Yuri jabbed the purple syringe into Andrew’s neck. His teeth gnashed to fight the rushing seizure.}
Charlie was catapulted out of her father’s memory and back into her own body. She punched and clawed at Yuri, but he was no longer there. She staggered to her feet.
“What did she mean ‘special gift’?” Charlie called out. She gripped her head to prevent the room from spinning.
“I don’t know,” Alan said, “but something is wrong with your brain.” He spun back into the floor.
No matter how Charlie positioned her feet, she couldn’t shake the overwhelming sensation of falling. She braced herself against a wall. That’s when she noticed something even more peculiar. All the dials, the hands, the pendulums, the sands—they stopped moving. Actually, they were moving, just not continuously. One second, the grandfather clock’s pendulum hung left. The next, it hung right.
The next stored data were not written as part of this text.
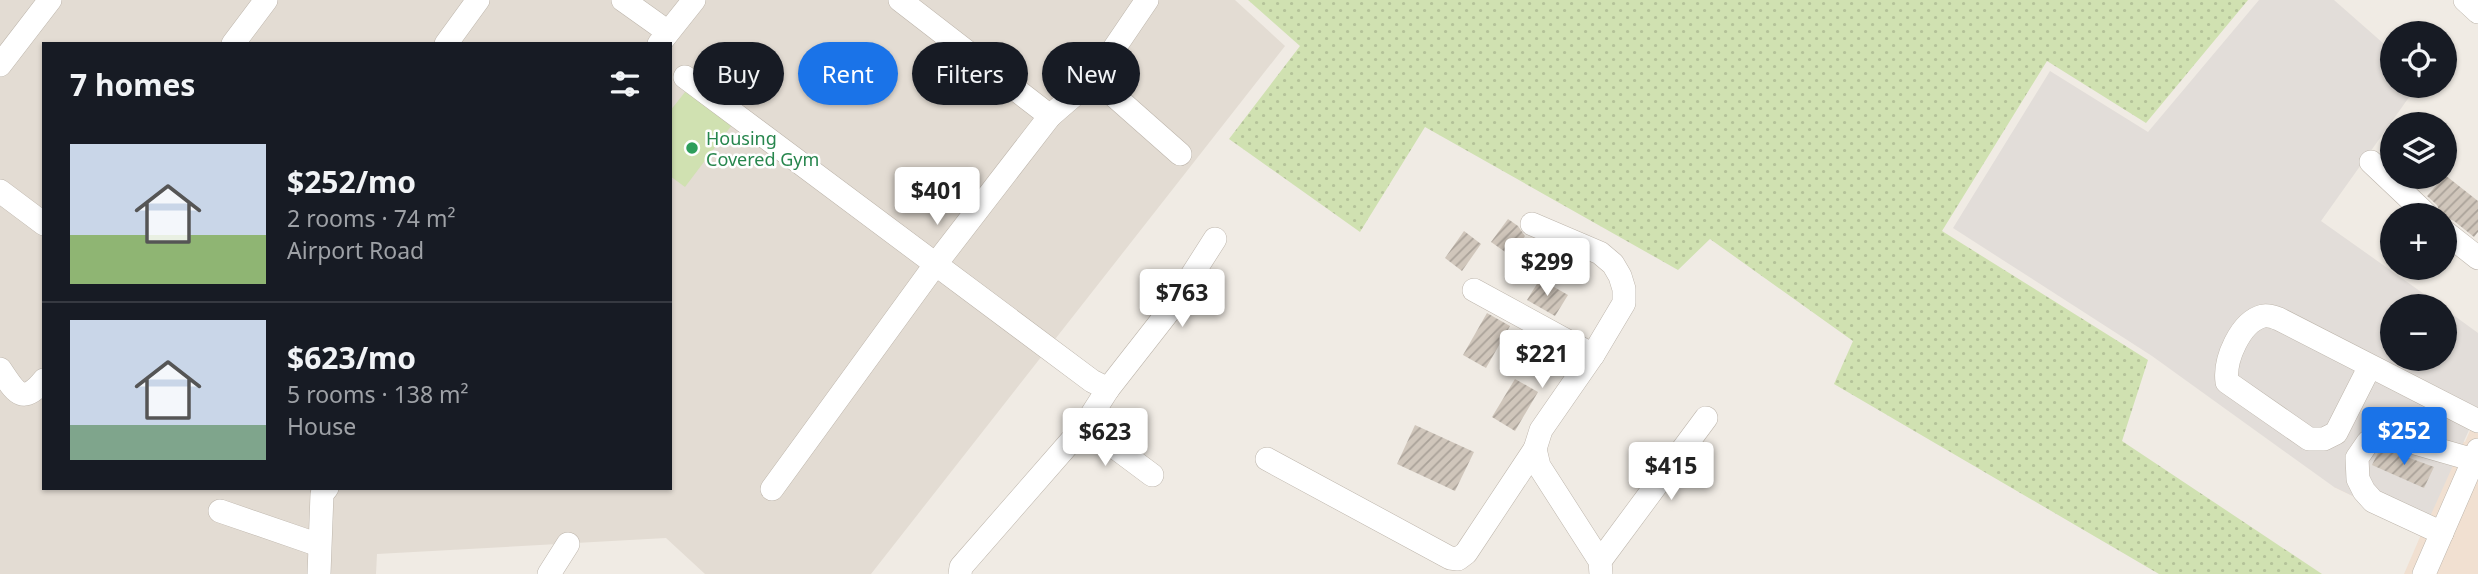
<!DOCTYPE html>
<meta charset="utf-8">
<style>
body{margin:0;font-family:"Noto Sans",sans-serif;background:#242831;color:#f1f3f6;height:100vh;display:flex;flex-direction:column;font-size:26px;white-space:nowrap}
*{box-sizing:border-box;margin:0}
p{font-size:23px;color:#9ea1a6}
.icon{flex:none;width:38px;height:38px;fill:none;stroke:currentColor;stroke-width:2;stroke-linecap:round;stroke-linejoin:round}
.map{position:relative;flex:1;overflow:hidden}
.details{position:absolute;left:42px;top:42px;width:630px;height:448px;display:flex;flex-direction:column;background:#171b24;border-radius:0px;box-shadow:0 2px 5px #0004}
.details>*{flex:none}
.top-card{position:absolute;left:693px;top:42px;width:665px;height:63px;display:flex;gap:14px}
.buttons{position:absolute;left:2380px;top:21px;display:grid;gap:14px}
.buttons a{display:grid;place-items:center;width:77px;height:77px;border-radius:50%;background:#171b24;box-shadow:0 2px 5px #0004;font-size:35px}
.price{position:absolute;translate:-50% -60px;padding:0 16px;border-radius:7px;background:#fff;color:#222;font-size:23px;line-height:46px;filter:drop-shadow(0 2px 4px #0008)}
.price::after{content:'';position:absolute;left:50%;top:42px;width:21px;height:16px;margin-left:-10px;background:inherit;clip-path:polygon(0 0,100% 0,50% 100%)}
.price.on{background:#1a73e8;color:#fff}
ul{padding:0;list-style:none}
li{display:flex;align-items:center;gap:21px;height:175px;padding:0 28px}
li+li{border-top:2px solid #363941}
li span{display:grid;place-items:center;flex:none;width:196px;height:140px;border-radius:0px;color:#555}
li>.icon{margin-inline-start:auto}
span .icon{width:84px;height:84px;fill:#fffc;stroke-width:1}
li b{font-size:30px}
h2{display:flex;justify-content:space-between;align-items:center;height:84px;padding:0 28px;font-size:30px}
.chip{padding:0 24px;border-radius:32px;background:#171b24;box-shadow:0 2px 5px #0004;font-size:24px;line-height:63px}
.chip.on{background:#1a73e8;color:#fff}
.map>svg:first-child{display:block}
.residential{fill:#e3dcd3;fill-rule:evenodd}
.commercial{fill:#f1e0d1}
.industrial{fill:#e2ddd9}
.grass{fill:url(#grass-dots)}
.pitch{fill:#d0e1b1}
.building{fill:url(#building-hatch)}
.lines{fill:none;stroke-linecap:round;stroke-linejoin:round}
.minor-casing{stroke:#bdb5ab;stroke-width:24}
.minor{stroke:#fff;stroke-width:23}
.leisure-dot{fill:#2e9e5b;stroke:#fff;stroke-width:2.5}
.labels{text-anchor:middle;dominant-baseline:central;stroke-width:5;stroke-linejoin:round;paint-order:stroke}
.leisure-label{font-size:18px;fill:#27864d;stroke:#fff;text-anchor:start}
</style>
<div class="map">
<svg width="2478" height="574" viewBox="0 0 2478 574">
<defs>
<pattern id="grass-dots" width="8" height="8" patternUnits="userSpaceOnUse" patternTransform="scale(1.75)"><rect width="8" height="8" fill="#d0e1b1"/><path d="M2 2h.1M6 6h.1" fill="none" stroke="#b4c299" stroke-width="1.8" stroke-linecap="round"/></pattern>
<pattern id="building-hatch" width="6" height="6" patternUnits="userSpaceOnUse" patternTransform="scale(1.75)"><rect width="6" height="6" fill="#d0c6bb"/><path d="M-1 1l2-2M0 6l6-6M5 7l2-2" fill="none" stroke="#aaa299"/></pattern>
</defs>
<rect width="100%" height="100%" fill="#f0ebe4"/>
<path class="residential" d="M0,0H1235L1285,46L871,574H705L666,538L377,554L376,574H0ZM44,44H670V488H44Z"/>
<polygon class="commercial" points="2370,407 2465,442 2478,412 2478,574 2404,574 2423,530 2334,487"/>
<polygon class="industrial" points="2259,0 2334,0 2392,51 2392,86 2417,86 2321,221 2441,306 2392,306 2392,359 2445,359 2445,309 2478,333 2478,410 2424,530 2334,487 2152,356 1953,228 2050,71 2148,132"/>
<polygon class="grass" points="1248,0 2248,0 2146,123 2047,61 1942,231 2148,360 2122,441 2322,574 2159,574 1834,384 1853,341 1710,239 1678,270 1425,127 1360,232 1229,139 1300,46"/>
<polygon class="pitch" points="689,87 735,121 685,187 670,176 670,111"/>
<g class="building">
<polygon points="2445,175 2478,201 2478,232 2474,237 2454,221 2441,215 2437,205 2427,196"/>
<polygon points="1508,219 1518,226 1525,236 1511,256 1491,242"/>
<polygon points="1464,231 1481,244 1462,271 1445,258"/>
<polygon points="1540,279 1568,295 1555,316 1527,300"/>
<polygon points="1487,313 1510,326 1486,368 1463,355"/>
<polygon points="1515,379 1538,392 1515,431 1492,417"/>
<polygon points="1415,425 1474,452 1455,491 1397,464"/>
<polygon points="2388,450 2434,467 2424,488 2372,465 2378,453"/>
</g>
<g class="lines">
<g class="minor-casing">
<g id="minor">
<polyline points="623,0 668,32"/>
<polyline points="900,0 1050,116"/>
<polyline points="2465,0 2478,12"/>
<polyline points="233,44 266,0"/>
<polyline points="446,44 478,0"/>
<polyline points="659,44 694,0"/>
<polyline points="0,65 50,0"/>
<polyline points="685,77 1092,381 1108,389 1085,425 961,567 960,574"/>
<polyline points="1094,78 1180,154"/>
<polyline points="2371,162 2427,215"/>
<polyline points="0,191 44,224"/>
<polyline points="1532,224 1600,253 1613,264 1620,276 1624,289 1624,303 1593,355 1541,430 1535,449 1539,466 1600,561 1601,574"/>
<polyline points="2445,232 2478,258"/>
<polyline points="1474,290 1593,355"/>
<path d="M2370,366L2336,433L2324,439H2309L2227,382C2224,360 2240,322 2263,316C2268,315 2274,317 2279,319L2478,421"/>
<path d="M0,369C15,391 22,407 44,380"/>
<polyline points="1108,389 1169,311 1215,239"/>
<polyline points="1085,425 1152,475"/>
<polyline points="1267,459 1450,558 1458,559 1466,553 1535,449"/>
<polyline points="772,489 935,265 1050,116 1094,78 1147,0"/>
<polyline points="220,511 319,545"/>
<polyline points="2442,533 2373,501 2364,491 2358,479 2357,458 2368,442 2387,435 2474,460"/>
<polyline points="1600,561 1706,418"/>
<polyline points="319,574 322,494 327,488"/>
<polyline points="549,574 568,544"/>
<polyline points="2424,574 2478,450"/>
</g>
</g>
<use href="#minor" class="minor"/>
</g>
<circle class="leisure-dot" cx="692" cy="148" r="7"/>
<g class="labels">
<g class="leisure-label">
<text x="706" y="138">Housing<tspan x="706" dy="21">Covered Gym</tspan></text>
</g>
</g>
</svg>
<div class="buttons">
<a><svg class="icon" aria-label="locate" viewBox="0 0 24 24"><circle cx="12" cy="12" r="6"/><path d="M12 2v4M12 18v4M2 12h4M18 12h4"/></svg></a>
<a><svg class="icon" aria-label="layers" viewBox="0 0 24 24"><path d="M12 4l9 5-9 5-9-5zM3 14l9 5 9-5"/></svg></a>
<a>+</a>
<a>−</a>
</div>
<b class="price" style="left:937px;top:227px">$401</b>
<b class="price" style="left:1547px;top:298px">$299</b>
<b class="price" style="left:1182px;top:329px">$763</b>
<b class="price" style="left:1542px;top:390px">$221</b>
<b class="price on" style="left:2404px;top:467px">$252</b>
<b class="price" style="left:1105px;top:468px">$623</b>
<b class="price" style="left:1671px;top:502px">$415</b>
<div class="top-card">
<a class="chip">Buy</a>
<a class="chip on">Rent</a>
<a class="chip">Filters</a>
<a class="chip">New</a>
</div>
<section class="details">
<h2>7 homes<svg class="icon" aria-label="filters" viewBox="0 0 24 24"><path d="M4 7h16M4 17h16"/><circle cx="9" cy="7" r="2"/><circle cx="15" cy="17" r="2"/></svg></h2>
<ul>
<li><span style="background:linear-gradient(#c9d6e8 65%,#8fb573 0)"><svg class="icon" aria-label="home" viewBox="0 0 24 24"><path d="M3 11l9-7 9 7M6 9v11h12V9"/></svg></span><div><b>$252/mo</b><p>2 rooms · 74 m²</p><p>Airport Road</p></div></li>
<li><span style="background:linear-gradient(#c9d6e8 75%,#7fa58c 0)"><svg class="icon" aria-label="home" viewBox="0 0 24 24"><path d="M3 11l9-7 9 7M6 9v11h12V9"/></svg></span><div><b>$623/mo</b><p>5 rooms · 138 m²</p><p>House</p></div></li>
</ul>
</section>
</div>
It jerked left, right, left, right, with no fluid motion in between.
{Charlie_Nobunaga:mindspace> Alan: You’ve somehow lost your proprioception…and the dorsal stream of your visual cortex, which allows you to see motion.}
Charlie waved her hand before her eyes—it seemed to move as a series of still images. Then the room went dark.
{Alan: Now you’ve lost the entire visual cortex.
Charlie: No shit. What’s happening?
Alan: It seems the ‘special gift’ is a Trojan horse virus. It’s taking over.}
Charlie lost control of her legs. She slid down the wall and smacked her butt on the floor. It hurt a little, until that, too, fell numb.
{Charlie: Can you stop it?
Alan: Too widespread. We’ll lose most of your brain. But I’m transferring your vital data into a safe zone.